While many contractors and realtors have long acknowledged the housing shortage, the study by the Public Policy Institute of California reports new homes were under-produced from 1993 until 1999. According to Timothy Coyle, senior vice president of governmental affairs for the California Building Industry Association, there was a lack of production in the early ’90s because of growth control and governmental restraints. After the housing market bottomed out in 1993, there was a severe slowdown in new home construction, he says.

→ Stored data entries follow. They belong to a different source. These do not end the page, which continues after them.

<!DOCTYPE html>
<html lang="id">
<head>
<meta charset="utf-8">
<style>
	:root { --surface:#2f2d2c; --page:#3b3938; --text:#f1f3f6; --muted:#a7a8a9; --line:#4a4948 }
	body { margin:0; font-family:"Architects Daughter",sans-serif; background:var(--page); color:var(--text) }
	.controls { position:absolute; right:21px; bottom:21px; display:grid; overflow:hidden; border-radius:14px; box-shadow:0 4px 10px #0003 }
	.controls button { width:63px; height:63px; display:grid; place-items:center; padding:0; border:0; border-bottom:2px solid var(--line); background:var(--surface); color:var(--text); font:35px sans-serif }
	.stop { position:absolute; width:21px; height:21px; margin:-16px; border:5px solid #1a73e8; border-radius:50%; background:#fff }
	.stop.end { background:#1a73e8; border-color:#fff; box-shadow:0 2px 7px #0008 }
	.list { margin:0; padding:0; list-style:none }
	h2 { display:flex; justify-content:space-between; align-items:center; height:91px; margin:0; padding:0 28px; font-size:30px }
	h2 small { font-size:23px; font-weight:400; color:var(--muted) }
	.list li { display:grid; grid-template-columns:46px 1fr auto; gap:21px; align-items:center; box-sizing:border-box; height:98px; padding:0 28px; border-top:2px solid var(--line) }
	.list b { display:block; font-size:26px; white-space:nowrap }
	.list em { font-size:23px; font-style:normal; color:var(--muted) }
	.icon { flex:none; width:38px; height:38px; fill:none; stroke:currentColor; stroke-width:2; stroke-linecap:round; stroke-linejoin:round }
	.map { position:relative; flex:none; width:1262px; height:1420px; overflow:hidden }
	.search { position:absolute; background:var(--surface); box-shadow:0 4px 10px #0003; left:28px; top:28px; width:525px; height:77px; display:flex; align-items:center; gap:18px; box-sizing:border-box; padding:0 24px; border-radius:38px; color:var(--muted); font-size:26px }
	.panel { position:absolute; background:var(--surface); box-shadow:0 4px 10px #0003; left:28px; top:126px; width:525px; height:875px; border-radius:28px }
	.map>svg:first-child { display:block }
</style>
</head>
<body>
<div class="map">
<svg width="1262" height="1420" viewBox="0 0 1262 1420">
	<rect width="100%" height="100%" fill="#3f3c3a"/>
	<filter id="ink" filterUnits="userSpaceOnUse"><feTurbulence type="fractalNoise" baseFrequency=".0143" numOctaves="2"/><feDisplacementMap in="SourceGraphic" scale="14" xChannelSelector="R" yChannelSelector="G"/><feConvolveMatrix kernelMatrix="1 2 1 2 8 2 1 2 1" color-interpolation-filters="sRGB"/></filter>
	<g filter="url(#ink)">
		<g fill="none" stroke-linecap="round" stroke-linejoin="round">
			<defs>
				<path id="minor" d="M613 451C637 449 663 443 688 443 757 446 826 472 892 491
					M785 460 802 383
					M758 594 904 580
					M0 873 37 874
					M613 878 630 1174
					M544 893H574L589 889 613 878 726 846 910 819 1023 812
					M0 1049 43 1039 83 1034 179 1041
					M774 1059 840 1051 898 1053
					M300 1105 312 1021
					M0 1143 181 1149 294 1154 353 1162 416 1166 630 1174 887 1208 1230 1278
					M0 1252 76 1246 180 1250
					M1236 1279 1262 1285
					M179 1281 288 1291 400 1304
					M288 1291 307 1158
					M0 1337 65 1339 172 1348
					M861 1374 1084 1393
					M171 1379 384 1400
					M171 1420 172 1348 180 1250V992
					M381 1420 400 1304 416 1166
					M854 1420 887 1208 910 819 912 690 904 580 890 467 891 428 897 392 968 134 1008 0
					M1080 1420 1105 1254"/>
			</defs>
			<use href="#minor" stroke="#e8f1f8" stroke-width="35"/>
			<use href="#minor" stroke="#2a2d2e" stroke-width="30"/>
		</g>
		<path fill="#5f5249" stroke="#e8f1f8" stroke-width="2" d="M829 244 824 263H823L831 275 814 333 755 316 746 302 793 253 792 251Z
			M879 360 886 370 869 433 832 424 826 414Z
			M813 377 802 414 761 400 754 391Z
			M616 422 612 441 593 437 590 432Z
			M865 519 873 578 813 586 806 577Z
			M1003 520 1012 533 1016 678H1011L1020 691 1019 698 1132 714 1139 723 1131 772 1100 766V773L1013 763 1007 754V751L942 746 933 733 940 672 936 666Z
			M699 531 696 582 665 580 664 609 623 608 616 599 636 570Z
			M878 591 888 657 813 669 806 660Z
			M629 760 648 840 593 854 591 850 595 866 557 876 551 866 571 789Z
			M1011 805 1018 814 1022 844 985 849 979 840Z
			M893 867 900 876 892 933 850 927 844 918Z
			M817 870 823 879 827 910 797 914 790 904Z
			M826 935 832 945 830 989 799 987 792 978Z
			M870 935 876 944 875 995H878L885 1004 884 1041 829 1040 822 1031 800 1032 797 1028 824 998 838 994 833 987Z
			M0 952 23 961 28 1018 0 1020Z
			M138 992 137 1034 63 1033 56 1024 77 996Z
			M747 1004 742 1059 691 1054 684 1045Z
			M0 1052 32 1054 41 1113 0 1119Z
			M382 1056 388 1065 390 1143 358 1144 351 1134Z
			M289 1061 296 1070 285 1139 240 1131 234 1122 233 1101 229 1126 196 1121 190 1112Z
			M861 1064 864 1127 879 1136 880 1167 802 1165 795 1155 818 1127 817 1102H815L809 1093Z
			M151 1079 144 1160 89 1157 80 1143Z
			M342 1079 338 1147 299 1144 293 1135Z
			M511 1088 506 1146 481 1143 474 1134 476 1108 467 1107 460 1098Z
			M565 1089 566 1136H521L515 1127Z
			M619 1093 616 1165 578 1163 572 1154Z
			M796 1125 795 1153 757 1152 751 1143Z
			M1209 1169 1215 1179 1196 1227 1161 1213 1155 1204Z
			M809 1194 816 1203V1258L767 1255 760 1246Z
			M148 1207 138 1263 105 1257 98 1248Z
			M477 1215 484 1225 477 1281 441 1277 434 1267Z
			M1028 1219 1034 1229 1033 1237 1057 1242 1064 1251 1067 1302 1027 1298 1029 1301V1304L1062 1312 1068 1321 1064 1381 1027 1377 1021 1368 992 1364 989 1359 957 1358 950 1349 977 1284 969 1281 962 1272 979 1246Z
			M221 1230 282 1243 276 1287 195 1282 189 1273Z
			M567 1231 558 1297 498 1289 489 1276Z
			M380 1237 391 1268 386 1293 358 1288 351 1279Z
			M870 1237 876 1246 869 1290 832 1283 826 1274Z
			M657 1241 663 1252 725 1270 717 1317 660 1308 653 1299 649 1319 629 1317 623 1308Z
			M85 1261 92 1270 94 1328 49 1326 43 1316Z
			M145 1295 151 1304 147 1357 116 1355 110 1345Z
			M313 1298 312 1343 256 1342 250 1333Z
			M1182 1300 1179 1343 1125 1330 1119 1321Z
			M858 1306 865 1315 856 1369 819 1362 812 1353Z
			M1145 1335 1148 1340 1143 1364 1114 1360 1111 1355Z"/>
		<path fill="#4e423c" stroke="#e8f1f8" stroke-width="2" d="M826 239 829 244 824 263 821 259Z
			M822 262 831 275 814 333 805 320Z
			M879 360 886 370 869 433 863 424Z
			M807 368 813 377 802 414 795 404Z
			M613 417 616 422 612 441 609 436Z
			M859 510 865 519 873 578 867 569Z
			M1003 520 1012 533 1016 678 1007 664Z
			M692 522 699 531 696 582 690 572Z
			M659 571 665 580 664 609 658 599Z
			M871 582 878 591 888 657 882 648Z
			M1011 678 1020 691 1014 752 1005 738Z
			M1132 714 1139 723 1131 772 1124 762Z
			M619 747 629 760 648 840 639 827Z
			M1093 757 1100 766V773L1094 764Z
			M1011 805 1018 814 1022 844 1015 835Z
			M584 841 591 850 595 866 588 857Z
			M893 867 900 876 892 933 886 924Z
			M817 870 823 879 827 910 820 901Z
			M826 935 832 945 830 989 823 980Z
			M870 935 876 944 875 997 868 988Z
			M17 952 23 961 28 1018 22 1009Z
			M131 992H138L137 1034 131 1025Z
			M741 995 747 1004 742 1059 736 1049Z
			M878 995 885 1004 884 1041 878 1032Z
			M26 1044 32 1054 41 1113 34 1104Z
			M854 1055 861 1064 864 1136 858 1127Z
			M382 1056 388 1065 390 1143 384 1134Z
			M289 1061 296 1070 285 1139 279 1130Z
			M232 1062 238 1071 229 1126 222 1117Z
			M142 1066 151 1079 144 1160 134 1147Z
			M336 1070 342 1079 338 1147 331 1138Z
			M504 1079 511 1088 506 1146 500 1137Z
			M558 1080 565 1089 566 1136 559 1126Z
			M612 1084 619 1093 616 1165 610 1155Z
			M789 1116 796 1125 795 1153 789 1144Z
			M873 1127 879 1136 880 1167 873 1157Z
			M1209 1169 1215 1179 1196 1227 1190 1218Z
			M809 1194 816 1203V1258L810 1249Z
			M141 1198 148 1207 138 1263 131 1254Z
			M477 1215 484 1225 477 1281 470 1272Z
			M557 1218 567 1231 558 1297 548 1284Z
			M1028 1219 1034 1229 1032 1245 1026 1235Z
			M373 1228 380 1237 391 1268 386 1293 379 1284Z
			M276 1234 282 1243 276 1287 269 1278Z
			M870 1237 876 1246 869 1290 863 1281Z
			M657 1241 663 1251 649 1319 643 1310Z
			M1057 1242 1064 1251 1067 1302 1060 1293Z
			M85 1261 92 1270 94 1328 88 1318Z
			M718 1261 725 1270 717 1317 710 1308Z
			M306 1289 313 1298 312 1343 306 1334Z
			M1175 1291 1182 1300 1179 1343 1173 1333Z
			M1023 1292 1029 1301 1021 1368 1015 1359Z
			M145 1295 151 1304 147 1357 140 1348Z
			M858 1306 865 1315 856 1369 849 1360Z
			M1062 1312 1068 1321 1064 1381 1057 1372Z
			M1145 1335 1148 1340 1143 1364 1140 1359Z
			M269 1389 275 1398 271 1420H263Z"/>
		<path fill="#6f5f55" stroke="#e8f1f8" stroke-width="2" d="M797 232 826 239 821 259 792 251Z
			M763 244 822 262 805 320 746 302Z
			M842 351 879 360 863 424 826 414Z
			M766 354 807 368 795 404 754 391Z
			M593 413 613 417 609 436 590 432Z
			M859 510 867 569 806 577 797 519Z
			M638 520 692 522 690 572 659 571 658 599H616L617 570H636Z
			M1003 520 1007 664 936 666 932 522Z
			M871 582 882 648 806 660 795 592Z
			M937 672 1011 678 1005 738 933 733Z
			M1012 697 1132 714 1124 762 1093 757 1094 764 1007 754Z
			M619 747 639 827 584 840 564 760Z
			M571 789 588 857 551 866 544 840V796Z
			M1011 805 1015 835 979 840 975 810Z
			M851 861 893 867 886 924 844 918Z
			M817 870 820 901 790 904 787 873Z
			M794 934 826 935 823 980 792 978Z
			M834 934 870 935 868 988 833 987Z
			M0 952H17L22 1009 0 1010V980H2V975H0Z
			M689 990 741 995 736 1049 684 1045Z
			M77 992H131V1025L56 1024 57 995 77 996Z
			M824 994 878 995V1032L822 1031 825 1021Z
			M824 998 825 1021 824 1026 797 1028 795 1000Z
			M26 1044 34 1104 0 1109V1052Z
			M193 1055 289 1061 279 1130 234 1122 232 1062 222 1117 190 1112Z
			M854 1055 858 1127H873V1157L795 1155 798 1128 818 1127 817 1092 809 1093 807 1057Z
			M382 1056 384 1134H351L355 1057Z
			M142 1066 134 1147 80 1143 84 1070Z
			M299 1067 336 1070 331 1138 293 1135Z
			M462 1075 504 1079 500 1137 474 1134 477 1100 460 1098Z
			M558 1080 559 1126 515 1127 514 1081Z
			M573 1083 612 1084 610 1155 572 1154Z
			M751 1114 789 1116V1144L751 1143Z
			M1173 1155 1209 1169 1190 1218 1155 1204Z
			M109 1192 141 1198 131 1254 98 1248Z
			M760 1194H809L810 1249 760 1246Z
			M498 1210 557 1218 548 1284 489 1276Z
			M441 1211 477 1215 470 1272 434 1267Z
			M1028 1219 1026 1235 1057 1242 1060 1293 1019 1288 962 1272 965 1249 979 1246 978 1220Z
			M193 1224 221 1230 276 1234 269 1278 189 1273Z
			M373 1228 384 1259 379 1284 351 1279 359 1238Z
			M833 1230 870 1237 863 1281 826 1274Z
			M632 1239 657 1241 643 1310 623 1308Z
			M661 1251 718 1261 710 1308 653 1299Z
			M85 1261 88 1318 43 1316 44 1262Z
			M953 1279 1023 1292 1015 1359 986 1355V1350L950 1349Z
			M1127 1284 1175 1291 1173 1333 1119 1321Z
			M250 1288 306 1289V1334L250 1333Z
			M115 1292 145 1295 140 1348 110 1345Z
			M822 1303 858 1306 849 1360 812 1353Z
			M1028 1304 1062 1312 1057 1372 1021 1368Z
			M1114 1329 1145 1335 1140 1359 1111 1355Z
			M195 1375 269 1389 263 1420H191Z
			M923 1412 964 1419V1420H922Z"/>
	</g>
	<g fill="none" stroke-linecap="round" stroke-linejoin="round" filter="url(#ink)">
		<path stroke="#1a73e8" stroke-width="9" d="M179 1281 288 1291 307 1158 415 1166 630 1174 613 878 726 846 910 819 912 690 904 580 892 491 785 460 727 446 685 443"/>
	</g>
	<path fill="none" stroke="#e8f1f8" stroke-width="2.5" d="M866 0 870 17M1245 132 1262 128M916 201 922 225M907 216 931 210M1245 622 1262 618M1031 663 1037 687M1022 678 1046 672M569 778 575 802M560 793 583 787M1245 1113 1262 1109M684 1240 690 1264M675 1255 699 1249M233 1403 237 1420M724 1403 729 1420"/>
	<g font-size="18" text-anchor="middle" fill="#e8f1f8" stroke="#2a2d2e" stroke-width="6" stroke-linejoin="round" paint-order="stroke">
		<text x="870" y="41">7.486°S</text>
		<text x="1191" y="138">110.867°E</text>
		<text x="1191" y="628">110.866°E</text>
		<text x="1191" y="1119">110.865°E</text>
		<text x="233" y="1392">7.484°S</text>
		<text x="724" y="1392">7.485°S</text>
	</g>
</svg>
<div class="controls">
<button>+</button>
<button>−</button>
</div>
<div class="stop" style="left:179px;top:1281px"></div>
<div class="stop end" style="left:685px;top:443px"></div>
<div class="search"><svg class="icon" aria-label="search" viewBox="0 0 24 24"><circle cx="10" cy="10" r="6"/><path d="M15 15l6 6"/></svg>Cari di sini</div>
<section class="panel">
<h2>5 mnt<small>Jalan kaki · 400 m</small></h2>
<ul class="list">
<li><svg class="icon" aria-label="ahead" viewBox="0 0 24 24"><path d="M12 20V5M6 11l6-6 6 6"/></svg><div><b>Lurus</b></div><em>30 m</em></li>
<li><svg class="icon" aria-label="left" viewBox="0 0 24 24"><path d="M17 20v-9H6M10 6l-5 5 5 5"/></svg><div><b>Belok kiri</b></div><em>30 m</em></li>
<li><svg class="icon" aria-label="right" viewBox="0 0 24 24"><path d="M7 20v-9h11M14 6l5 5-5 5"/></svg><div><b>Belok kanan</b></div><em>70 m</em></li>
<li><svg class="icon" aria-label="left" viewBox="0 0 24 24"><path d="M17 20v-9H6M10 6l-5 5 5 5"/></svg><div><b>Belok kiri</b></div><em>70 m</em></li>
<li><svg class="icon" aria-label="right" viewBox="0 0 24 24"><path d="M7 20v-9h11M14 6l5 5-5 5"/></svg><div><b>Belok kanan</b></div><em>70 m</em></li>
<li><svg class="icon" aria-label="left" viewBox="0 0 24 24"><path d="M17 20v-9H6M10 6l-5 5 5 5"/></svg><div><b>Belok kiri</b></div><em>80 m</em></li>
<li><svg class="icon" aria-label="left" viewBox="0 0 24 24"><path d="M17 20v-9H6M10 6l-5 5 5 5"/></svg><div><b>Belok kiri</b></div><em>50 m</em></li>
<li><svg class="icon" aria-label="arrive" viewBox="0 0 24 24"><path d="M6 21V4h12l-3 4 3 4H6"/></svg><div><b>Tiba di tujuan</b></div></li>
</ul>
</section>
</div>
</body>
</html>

The study, “In Short Supply? Cycles and Trends in California Housing,” calculates how many homes and apartments should have been built in California to keep up with the needs of the public, based on factors such as nationwide housing production, immigration levels, demographics and the state’s economy. Once the needed home construction was calculated, it was compared to the actual rate of housing construction. The study found that, through 1999, Los Angeles County experienced a 30 percent rate of underproduction, or a shortage of approximately 101,000 units. San Francisco had a 21 percent lack of construction, and San Diego had a 20 percent shortage. Other areas that experienced 5 percent to 15 percent shortages include Inland Empire, Ventura County, Orange County and the Sacramento area.

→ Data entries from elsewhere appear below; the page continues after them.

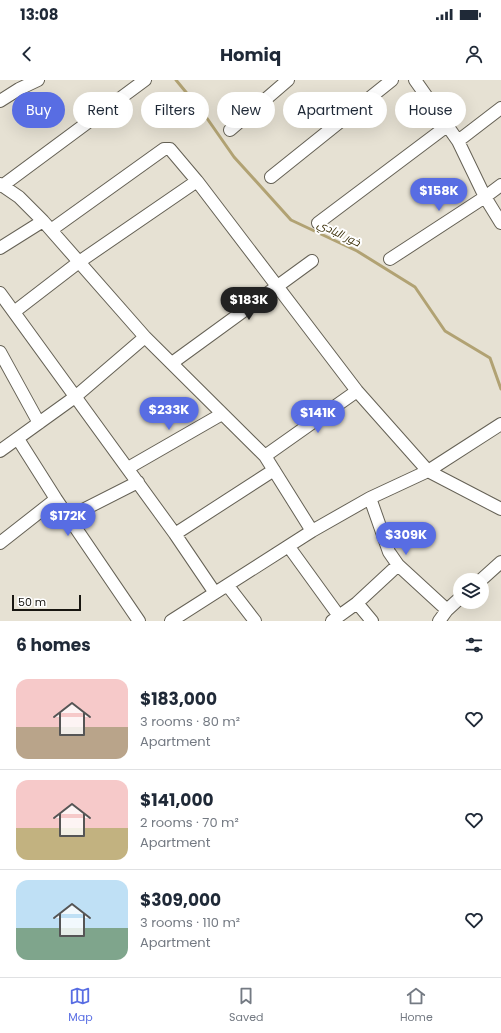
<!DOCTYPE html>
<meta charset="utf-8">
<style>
:root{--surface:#fff;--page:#f2f2f3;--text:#1f2937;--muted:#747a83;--line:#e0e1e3;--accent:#586de3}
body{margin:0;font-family:Poppins,Cairo,sans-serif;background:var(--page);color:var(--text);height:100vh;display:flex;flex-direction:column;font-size:15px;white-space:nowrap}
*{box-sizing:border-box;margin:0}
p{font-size:13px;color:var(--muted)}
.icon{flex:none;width:22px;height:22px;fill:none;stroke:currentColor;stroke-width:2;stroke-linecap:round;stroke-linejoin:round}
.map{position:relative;height:541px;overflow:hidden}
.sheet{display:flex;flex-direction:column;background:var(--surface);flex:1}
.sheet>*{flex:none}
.guide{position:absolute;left:12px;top:12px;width:477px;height:36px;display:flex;gap:8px}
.buttons{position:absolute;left:453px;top:493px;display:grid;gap:8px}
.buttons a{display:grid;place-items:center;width:36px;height:36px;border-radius:50%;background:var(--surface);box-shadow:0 4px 16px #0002;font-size:20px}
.scale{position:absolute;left:12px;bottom:10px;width:69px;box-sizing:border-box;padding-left:4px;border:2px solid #181611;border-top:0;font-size:11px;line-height:14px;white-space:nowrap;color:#181611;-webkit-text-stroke:3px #fff;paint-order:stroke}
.price{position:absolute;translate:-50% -34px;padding:0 9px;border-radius:14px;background:var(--accent);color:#fff;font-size:13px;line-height:26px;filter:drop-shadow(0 1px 2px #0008)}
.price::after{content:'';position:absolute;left:50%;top:24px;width:12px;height:9px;margin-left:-6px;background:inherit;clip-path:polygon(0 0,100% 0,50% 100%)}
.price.on{background:#222;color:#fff}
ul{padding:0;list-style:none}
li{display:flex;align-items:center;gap:12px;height:100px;padding:0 16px}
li+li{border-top:1px solid var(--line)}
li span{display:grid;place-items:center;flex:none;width:112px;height:80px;border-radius:12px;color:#555}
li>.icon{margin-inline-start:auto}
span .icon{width:48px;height:48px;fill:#fffc;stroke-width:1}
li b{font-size:17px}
h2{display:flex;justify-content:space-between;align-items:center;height:48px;padding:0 16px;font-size:17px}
.tag{padding:0 14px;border-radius:18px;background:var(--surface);box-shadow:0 4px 16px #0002;font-size:14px;line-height:36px}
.tag.on{background:var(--accent);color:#fff}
.status{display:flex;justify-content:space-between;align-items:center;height:28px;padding:0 20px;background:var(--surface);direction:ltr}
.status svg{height:11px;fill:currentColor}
header{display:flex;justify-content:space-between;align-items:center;height:52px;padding:0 16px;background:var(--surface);font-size:18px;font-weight:700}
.menu{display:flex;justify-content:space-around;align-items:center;height:56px;border-top:1px solid var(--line);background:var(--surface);font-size:11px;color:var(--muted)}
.menu a{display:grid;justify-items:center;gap:2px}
.menu .on{color:var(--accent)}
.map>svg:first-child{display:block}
</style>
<div class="status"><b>13:08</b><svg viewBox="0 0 49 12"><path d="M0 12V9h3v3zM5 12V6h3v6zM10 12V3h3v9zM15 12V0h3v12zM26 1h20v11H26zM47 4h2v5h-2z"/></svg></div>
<header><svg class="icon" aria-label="back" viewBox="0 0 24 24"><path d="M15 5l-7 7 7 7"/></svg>Homiq<svg class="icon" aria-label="person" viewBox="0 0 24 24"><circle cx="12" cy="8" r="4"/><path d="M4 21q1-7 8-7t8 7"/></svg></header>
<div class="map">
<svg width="501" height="541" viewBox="0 0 501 541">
<rect width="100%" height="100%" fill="#e6e1d3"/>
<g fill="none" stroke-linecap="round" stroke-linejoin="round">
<!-- stream -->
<path stroke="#b1a273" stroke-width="3" d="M176,0L204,34L234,77L291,140L357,171L415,207L445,251L490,278L501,309"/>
<defs>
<path id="minor" d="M415,0L458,61L485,117L501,143
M0,21L19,9L38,0
M230,50L288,0
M458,61L501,28
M271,97L392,0
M0,104L19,117L43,141L145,257L265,376L312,451
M2,106L145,0
M318,143L447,46
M51,150L164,69H170L197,101L357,311L428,391L501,429
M0,168L43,141
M390,179L485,117L501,105
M0,213L175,454L215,513
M14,232L79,182L197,101
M0,272L39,343
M172,283L312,181
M18,359L56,419L139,541
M0,371L75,317L145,257
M265,376L357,311
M128,388L222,334
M370,418L389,472L398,485L447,530
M69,437L138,402
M175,454L274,390
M0,463L56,419
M289,467L339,536
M481,500L501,482
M228,506L255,541
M357,523L372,541
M171,541L312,451L370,418L428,391L501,344
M332,541L357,523L398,485
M439,541L447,530L460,518"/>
</defs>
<!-- minor casing -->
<use href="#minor" stroke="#656155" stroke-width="14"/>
<!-- minor -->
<use href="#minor" stroke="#fff" stroke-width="12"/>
</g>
<g text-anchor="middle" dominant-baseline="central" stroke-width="4" stroke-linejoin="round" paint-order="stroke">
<!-- water labels -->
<g font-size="11" font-style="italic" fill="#382d05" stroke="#fff">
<text transform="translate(339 153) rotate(26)">خور البادي</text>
</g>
</g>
</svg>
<div class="buttons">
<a><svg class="icon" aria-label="layers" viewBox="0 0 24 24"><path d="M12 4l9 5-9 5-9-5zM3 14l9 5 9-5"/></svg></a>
</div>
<div class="scale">50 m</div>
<b class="price" style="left:439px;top:132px">$158K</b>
<b class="price on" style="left:249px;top:241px">$183K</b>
<b class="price" style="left:169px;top:351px">$233K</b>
<b class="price" style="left:318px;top:354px">$141K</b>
<b class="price" style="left:68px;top:457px">$172K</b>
<b class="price" style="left:406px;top:476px">$309K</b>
<div class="guide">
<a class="tag on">Buy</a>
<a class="tag">Rent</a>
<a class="tag">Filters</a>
<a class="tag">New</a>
<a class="tag">Apartment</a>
<a class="tag">House</a>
</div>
</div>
<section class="sheet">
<h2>6 homes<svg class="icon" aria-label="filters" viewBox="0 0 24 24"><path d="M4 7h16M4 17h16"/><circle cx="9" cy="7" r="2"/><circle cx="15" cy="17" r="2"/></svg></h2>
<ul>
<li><span style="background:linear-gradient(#f6c9c9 60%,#b9a48a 0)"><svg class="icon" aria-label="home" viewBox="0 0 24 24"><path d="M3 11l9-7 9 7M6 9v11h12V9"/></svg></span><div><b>$183,000</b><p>3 rooms · 80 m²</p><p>Apartment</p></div><svg class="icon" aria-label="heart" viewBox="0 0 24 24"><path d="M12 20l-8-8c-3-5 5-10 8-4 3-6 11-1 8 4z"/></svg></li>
<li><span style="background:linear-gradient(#f6c9c9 60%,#c2b280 0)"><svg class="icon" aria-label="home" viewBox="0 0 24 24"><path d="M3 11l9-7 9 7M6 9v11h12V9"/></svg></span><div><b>$141,000</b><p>2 rooms · 70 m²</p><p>Apartment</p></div><svg class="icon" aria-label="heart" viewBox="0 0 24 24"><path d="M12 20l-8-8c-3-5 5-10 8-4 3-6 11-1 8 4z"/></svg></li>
<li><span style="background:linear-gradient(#bfe0f5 60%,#7fa58c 0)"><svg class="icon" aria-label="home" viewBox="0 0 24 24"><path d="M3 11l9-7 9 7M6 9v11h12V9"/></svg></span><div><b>$309,000</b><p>3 rooms · 110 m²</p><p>Apartment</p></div><svg class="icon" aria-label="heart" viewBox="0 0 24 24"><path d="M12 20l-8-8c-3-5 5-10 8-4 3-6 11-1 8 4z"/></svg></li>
</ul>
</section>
<nav class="menu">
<a class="on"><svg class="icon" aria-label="map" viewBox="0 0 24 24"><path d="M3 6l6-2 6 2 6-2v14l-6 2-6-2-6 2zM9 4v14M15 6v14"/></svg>Map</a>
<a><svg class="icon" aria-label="saved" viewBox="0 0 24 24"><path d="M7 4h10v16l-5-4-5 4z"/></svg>Saved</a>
<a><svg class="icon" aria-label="home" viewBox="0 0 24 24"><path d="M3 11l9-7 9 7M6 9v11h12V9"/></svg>Home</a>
</nav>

The research showed the housing shortfall is smaller than previous estimates and almost entirely confined to the three largest metro areas.
“As all economists will tell you, high prices signal market shortages, and no state has higher housing prices than California,” Coyle says.
Hans Johnson, co-author of the PPIC report, said the housing situation in 2000 was probably better than in 1990.
“There are some serious regional concerns about housing supply and affordability in California,” Johnson said. “However, we do see evidence that the magnitude of the statewide crisis has been overstated.”